## Directions
Below are the records. Gather each line that holds "boxes".
Material for the task below:
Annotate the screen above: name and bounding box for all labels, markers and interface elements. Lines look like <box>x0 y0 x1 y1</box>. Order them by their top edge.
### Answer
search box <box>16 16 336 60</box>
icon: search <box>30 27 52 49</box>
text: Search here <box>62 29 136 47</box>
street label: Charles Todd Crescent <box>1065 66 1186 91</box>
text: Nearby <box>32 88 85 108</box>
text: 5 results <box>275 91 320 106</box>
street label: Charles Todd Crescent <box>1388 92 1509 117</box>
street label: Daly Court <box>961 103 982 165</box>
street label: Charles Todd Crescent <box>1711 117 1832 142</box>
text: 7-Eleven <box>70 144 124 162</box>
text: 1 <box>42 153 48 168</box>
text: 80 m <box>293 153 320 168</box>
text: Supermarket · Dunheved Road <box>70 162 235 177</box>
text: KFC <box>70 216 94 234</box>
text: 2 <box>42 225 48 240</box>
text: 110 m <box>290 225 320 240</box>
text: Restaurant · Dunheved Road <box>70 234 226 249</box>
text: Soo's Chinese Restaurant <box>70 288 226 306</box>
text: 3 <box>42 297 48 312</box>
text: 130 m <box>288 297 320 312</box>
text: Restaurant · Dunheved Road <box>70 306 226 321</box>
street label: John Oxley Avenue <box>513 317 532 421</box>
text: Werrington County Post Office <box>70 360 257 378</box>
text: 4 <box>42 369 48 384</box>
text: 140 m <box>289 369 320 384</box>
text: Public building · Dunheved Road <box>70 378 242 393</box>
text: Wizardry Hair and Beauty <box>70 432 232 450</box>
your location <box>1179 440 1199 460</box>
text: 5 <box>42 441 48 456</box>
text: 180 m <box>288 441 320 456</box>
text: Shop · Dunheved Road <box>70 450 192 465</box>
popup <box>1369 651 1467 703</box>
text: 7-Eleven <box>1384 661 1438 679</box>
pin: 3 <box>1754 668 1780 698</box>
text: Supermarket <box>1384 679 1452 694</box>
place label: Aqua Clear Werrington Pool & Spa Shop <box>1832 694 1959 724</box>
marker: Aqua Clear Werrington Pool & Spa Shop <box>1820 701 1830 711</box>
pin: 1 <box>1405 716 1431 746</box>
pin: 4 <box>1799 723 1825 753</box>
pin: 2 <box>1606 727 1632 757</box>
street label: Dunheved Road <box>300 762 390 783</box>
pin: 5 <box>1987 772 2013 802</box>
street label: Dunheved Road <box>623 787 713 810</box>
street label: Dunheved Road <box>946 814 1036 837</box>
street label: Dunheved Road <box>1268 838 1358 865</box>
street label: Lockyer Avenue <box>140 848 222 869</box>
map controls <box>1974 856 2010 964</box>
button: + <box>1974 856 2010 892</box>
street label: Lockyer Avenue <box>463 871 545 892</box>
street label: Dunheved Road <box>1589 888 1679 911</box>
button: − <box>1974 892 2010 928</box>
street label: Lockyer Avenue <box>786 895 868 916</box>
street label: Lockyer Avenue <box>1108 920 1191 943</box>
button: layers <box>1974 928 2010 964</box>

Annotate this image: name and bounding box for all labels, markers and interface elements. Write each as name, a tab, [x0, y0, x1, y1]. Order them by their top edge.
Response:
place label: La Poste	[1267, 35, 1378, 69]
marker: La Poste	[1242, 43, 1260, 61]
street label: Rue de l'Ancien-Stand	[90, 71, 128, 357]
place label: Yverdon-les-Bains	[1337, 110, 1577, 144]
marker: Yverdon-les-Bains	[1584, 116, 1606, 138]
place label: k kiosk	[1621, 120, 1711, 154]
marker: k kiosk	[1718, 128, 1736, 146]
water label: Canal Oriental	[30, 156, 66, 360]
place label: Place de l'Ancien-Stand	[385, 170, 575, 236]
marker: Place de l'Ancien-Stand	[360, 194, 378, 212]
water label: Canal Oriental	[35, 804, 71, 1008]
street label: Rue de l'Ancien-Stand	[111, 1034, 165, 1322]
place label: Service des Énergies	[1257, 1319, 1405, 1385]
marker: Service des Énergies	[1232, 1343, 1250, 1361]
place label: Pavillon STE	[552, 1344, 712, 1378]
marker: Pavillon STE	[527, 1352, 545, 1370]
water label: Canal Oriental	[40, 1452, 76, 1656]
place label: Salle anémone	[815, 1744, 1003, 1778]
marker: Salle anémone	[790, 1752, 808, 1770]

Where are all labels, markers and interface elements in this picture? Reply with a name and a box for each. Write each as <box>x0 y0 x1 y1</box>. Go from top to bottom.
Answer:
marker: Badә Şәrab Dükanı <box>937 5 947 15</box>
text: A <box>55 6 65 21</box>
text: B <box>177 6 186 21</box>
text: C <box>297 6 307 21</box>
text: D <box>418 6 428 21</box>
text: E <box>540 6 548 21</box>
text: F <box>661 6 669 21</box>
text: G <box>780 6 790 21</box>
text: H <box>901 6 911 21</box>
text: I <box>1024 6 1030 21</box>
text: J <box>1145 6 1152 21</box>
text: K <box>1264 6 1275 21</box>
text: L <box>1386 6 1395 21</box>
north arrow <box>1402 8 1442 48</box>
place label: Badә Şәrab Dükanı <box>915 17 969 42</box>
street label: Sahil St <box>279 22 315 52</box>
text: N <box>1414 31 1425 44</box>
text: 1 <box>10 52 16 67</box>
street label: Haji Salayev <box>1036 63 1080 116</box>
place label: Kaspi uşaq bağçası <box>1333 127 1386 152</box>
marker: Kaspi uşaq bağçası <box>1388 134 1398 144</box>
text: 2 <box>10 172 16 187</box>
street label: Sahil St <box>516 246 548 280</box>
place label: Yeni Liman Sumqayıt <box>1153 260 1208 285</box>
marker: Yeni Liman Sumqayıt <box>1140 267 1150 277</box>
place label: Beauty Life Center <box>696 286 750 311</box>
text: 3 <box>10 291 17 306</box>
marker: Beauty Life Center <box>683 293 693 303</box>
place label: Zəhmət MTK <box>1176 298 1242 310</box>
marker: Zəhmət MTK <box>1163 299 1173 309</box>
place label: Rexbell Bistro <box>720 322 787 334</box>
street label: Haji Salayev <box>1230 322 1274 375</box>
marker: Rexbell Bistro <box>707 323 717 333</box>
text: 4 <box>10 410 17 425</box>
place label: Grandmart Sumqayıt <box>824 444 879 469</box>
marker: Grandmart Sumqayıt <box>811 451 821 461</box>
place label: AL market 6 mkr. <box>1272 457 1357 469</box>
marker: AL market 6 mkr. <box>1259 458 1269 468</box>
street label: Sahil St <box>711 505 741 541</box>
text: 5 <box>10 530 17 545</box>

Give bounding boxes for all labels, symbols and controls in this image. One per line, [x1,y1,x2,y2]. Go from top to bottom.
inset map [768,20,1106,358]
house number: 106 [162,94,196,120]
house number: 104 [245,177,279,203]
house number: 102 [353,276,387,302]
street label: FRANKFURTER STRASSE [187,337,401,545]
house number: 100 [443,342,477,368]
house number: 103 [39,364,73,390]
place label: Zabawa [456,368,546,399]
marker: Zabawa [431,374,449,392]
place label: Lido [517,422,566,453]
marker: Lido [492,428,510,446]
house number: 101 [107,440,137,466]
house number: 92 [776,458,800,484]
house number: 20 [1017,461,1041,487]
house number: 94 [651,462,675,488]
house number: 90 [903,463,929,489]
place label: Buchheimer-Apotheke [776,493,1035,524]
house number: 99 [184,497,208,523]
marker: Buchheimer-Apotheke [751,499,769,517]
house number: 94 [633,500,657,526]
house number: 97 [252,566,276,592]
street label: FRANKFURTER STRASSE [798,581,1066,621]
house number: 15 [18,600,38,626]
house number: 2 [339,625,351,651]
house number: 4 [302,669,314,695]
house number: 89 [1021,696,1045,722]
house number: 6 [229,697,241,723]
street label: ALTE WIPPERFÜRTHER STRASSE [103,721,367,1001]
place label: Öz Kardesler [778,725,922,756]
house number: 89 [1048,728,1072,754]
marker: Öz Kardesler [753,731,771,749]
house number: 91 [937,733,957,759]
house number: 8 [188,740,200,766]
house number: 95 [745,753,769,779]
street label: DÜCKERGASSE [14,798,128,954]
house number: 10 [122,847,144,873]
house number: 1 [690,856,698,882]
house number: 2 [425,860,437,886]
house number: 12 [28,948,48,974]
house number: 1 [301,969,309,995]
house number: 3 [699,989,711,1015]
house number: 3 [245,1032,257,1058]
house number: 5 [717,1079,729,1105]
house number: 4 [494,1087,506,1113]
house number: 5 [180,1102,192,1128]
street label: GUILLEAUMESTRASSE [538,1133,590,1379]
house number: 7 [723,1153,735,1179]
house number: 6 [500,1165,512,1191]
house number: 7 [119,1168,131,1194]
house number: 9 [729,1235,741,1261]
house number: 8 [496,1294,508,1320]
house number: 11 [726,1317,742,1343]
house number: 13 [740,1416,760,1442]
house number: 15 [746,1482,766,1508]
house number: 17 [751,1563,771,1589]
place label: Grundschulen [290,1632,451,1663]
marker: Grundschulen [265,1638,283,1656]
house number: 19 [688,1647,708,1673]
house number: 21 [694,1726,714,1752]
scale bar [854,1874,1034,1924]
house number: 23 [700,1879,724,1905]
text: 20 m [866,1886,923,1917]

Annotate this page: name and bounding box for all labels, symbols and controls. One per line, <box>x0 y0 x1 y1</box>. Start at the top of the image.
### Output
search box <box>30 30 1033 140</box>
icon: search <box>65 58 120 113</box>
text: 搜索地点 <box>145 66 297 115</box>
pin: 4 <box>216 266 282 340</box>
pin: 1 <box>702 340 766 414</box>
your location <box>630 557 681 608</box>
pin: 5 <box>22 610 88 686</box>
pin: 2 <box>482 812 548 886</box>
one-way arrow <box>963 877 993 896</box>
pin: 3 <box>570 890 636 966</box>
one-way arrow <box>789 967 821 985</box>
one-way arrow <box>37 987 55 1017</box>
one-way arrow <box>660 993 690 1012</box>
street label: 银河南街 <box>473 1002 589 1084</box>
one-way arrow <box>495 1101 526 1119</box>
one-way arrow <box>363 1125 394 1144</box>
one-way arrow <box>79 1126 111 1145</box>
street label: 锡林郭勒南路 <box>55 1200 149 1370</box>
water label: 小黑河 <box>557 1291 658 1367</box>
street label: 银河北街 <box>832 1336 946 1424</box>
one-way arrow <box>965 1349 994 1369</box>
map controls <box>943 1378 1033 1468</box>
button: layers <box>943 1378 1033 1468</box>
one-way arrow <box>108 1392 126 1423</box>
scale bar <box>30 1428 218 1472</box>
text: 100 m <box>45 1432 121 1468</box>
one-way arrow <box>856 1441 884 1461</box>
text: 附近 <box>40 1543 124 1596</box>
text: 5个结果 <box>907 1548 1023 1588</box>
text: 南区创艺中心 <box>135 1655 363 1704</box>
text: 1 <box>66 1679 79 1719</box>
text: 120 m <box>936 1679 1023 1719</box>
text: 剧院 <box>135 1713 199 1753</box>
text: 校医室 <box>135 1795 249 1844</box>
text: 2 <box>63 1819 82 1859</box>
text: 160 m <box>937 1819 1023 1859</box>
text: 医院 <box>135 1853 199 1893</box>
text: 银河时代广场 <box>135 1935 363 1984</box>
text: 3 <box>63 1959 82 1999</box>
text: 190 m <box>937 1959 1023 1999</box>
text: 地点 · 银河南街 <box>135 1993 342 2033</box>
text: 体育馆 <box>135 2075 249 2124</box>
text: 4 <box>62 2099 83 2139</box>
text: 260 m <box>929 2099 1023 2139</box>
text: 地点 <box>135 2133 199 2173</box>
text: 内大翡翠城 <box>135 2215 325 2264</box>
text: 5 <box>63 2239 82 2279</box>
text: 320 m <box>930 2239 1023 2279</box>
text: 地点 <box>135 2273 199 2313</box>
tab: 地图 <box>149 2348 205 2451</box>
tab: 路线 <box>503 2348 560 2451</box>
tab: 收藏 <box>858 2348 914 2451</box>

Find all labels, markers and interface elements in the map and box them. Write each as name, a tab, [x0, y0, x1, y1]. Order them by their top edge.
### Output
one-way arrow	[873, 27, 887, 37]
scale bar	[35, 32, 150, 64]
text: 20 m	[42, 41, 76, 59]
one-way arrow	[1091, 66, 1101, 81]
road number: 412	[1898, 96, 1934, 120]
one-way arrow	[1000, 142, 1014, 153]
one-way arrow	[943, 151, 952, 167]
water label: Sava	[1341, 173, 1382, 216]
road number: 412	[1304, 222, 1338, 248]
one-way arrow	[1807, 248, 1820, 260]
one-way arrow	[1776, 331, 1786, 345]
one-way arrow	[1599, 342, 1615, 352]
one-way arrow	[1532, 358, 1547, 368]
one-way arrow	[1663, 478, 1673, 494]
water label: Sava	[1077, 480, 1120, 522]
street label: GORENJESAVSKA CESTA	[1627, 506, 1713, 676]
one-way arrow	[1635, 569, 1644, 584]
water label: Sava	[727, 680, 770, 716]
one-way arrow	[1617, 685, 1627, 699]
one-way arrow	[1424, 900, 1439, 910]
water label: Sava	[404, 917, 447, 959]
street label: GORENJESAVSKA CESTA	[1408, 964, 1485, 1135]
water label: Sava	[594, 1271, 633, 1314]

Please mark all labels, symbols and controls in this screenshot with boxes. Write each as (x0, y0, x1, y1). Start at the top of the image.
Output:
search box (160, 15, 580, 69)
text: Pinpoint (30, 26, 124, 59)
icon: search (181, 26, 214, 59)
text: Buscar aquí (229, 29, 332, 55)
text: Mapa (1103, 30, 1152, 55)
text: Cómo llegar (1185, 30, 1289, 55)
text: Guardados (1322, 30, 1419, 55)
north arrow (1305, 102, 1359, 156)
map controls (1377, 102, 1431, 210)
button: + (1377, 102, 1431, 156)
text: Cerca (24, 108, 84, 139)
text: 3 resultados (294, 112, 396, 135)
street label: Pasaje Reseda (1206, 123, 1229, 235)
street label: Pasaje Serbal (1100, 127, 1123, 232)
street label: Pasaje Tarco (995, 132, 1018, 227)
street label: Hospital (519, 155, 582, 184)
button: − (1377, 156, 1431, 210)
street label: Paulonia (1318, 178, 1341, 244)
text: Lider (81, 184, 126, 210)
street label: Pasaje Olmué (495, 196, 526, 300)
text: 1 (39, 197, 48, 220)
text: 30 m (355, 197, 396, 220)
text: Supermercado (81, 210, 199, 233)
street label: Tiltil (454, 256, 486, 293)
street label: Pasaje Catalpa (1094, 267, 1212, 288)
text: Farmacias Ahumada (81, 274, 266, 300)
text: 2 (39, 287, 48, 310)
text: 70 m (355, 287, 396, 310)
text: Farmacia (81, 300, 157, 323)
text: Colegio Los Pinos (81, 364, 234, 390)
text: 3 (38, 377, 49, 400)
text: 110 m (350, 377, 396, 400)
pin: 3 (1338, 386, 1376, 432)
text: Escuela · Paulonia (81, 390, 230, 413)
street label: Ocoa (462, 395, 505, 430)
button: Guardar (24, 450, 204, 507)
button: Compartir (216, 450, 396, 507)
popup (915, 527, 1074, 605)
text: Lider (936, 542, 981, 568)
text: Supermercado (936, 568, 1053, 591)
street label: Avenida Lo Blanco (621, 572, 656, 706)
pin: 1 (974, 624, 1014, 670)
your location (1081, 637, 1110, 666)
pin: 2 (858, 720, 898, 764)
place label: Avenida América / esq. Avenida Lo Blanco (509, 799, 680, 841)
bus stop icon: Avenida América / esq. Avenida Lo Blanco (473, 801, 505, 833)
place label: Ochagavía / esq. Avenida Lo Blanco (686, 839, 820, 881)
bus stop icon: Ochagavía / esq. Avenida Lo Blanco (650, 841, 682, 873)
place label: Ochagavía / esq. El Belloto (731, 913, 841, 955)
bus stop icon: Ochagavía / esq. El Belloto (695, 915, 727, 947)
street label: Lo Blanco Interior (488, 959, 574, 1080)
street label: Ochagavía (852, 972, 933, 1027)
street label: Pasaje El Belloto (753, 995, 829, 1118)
End of Material for the task.
## Finished exercise
Give bounding boxes for all labels, symbols and controls in this image. One per line, [x1,y1,x2,y2]. Go from top to bottom.
Please mark all labels, symbols and controls in this screenshot with boxes. Write each as (x0, y0, x1, y1). Start at the top of the image.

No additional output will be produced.